Beginning with the line that contains "for (let i = 2;" in the material below, print each line exactly until the line that contains "ctx.setLineDash(dash || []);" has been printed, then stop.

Top of Source information

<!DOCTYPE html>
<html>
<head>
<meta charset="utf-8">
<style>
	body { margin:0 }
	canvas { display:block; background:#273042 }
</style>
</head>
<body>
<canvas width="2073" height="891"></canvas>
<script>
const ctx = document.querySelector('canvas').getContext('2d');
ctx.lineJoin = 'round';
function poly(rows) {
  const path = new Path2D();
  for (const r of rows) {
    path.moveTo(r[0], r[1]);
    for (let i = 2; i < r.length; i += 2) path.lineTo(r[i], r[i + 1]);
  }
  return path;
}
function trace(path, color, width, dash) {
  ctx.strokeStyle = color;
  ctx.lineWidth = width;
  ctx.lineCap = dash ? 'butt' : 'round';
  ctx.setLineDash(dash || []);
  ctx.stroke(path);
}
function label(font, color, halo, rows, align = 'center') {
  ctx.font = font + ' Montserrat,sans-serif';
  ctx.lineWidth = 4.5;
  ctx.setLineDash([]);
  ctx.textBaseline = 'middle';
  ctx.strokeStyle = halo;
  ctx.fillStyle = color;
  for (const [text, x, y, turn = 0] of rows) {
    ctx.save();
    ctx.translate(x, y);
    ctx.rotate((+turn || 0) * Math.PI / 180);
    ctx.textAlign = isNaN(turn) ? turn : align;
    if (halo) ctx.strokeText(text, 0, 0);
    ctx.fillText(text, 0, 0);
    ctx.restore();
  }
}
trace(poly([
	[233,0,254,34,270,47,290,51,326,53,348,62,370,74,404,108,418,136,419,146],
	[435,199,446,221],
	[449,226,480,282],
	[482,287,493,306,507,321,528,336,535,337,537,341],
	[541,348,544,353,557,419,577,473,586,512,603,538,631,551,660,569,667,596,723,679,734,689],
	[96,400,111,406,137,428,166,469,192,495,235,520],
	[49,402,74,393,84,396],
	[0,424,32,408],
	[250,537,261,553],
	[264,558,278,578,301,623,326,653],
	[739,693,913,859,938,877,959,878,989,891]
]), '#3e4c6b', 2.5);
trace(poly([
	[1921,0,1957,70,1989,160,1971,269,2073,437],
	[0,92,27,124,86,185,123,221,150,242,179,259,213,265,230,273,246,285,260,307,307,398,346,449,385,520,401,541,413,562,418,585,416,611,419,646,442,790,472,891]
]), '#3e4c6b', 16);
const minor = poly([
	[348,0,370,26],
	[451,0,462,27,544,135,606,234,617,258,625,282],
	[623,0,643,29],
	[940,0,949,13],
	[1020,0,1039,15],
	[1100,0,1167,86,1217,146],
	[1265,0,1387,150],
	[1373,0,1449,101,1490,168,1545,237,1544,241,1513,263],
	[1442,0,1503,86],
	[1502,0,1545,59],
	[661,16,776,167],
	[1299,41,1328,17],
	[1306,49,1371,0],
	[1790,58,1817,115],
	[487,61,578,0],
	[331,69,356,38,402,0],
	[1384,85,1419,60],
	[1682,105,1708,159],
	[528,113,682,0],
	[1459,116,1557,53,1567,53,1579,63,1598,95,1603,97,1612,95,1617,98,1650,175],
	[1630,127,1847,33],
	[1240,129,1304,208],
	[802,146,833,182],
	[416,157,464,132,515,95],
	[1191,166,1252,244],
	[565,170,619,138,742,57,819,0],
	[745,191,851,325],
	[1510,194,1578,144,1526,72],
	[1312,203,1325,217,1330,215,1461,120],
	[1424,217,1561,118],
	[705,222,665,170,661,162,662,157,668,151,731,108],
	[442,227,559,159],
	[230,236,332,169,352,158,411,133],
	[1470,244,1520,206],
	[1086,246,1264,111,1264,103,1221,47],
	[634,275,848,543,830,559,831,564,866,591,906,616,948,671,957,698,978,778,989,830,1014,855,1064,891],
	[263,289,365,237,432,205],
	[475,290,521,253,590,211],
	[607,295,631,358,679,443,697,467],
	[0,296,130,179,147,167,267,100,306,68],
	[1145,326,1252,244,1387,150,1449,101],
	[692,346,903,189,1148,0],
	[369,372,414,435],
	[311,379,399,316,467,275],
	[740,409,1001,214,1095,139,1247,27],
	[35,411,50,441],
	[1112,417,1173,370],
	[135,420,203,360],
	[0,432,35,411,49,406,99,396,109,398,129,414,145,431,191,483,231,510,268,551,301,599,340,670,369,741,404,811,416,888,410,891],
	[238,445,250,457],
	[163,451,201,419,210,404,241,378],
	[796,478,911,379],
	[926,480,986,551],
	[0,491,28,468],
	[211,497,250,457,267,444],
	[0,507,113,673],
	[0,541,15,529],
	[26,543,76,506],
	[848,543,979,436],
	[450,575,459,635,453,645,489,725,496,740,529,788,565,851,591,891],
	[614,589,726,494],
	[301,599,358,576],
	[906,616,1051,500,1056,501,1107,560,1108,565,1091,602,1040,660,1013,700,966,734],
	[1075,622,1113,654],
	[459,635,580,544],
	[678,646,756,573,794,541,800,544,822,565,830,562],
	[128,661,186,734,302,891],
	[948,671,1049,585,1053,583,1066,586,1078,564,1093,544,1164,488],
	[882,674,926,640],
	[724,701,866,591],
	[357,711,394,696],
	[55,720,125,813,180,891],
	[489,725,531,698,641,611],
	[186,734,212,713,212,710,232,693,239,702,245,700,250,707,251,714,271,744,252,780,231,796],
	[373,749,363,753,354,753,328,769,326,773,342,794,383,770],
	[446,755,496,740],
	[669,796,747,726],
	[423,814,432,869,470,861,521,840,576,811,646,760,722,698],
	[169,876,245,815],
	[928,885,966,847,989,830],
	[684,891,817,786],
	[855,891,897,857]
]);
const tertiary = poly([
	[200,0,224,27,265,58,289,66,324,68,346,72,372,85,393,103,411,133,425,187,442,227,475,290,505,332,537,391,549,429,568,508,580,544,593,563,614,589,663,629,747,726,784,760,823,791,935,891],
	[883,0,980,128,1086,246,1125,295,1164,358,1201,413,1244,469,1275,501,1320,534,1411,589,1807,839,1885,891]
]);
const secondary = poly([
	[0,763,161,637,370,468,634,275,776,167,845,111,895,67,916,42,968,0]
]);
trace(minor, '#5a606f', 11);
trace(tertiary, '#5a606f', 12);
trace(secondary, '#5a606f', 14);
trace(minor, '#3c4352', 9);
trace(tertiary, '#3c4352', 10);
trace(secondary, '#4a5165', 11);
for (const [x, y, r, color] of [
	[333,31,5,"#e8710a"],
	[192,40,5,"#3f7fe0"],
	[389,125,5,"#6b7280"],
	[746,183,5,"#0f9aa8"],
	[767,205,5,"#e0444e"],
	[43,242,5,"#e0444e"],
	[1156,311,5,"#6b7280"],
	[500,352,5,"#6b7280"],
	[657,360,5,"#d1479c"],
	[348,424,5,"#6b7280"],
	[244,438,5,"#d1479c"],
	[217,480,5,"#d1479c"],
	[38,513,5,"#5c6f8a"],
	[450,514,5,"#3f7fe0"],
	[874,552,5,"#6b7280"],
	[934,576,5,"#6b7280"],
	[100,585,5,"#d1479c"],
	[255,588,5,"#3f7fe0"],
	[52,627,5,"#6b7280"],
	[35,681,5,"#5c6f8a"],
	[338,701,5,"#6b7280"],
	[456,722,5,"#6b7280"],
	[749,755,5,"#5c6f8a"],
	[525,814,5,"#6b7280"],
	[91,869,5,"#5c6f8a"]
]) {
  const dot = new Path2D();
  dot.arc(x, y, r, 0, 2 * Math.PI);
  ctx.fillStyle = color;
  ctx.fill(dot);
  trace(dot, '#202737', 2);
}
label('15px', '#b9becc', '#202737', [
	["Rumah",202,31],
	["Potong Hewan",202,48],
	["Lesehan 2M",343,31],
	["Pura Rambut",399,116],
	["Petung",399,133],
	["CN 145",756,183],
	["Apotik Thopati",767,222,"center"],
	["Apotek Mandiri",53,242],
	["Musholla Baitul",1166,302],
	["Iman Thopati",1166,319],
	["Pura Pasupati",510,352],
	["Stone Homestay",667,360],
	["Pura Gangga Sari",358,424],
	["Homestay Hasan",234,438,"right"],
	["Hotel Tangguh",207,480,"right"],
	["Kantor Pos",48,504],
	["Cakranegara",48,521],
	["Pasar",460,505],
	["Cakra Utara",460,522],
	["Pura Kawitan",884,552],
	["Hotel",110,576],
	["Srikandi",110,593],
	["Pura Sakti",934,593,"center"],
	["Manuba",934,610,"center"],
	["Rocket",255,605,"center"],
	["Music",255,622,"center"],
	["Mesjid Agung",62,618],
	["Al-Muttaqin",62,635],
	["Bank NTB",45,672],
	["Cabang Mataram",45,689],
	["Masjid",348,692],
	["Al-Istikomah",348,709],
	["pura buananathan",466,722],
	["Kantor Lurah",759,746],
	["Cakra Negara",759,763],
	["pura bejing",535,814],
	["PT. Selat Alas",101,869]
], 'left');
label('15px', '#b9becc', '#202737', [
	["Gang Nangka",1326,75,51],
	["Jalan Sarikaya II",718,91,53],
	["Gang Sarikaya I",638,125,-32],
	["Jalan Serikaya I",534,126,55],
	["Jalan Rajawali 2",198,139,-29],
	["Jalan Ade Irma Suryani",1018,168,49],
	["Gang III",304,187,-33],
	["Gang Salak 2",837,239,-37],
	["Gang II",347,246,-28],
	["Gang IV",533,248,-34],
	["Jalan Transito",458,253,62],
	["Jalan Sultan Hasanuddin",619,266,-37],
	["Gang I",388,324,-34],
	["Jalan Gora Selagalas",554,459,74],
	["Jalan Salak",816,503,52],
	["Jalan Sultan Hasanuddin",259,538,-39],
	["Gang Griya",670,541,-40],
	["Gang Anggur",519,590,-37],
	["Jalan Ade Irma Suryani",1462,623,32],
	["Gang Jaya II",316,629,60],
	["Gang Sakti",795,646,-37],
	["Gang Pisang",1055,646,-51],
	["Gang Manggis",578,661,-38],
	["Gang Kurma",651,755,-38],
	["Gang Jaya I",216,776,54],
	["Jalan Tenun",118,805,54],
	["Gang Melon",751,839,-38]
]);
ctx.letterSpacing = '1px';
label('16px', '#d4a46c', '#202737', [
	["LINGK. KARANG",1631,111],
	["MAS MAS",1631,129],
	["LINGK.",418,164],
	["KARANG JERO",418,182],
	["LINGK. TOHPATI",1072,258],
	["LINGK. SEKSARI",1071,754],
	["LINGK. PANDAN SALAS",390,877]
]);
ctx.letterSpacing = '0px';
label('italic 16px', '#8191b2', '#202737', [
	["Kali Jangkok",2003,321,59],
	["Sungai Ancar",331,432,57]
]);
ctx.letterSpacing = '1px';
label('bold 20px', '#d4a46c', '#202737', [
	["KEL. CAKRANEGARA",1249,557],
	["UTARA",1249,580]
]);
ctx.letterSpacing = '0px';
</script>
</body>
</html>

Bottom of Source information
Top of Source information

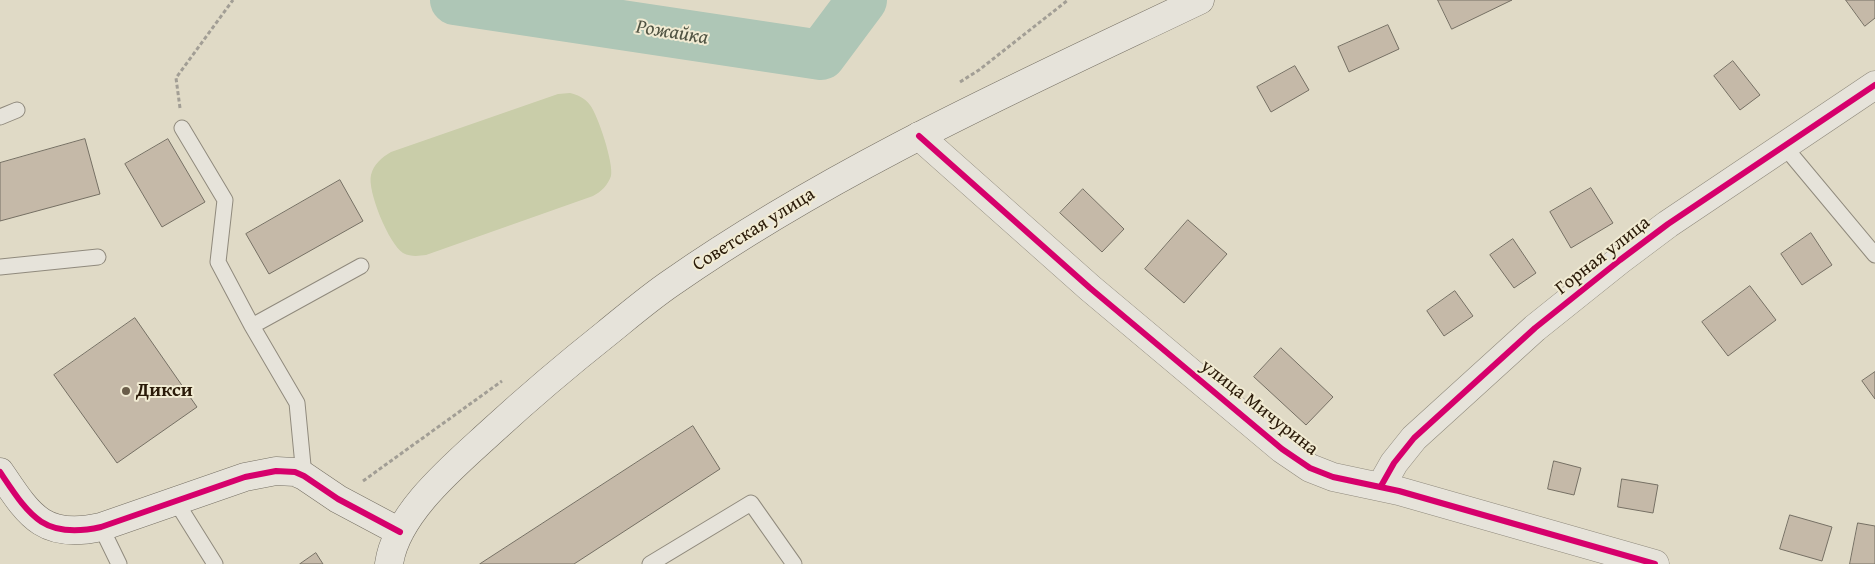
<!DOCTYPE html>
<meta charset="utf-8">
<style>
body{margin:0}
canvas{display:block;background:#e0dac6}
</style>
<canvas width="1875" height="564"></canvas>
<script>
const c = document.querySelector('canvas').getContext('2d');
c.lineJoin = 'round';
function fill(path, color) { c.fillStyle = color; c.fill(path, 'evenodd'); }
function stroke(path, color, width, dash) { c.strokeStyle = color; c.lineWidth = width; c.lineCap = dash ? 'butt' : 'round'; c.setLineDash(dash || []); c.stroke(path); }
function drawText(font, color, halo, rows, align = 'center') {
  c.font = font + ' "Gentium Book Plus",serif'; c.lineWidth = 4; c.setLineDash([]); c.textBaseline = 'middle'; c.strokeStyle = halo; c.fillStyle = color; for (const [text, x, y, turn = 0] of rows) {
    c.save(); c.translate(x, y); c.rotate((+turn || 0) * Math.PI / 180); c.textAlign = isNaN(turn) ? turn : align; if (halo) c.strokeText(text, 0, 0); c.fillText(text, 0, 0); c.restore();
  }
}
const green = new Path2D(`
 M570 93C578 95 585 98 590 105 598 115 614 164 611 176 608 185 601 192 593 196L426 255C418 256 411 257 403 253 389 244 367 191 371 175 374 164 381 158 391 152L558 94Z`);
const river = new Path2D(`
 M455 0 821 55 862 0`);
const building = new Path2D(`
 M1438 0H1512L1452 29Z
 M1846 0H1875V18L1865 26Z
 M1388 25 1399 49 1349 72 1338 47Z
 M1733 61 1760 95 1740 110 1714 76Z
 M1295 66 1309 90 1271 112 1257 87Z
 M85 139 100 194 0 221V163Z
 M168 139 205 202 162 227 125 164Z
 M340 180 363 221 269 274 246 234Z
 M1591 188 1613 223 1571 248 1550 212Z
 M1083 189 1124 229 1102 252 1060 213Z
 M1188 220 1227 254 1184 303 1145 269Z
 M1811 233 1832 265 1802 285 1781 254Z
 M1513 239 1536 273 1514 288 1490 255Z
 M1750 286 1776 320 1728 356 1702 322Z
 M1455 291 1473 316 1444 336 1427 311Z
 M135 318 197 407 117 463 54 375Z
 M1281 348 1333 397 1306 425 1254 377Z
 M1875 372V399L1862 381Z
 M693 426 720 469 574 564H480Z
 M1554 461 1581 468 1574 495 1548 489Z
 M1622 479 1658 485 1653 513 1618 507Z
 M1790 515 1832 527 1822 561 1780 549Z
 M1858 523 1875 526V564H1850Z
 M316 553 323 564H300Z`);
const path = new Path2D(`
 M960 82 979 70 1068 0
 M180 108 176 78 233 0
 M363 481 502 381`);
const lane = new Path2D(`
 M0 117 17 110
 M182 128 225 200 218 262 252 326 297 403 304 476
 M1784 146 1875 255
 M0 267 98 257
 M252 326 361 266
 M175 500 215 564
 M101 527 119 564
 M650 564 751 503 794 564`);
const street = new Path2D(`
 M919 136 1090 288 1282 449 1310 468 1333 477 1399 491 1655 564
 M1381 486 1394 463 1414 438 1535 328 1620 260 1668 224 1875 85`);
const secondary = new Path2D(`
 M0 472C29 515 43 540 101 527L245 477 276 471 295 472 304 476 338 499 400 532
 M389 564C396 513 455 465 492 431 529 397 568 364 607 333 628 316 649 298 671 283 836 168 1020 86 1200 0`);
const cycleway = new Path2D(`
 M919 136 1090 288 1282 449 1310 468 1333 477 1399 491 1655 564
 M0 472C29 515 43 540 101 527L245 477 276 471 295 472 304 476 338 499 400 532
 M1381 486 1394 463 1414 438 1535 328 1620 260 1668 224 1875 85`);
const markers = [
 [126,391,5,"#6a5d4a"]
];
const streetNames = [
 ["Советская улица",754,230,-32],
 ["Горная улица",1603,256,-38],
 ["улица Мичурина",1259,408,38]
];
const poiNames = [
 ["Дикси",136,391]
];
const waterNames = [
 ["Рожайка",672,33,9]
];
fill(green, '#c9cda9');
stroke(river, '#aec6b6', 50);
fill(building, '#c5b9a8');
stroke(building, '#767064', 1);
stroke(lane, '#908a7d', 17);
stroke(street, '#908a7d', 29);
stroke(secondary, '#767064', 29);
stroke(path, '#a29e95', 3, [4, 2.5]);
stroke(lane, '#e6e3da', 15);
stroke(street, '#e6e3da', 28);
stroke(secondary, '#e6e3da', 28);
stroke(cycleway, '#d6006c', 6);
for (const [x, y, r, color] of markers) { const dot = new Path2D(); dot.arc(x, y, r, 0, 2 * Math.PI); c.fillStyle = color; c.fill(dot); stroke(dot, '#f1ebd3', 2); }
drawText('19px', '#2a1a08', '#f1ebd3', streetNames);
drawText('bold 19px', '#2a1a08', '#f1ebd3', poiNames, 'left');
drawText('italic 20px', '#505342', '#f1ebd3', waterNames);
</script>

Bottom of Source information

◆ Response area ◆
    for (let i = 2; i < r.length; i += 2) path.lineTo(r[i], r[i + 1]);
  }
  return path;
}
function trace(path, color, width, dash) {
  ctx.strokeStyle = color;
  ctx.lineWidth = width;
  ctx.lineCap = dash ? 'butt' : 'round';
  ctx.setLineDash(dash || []);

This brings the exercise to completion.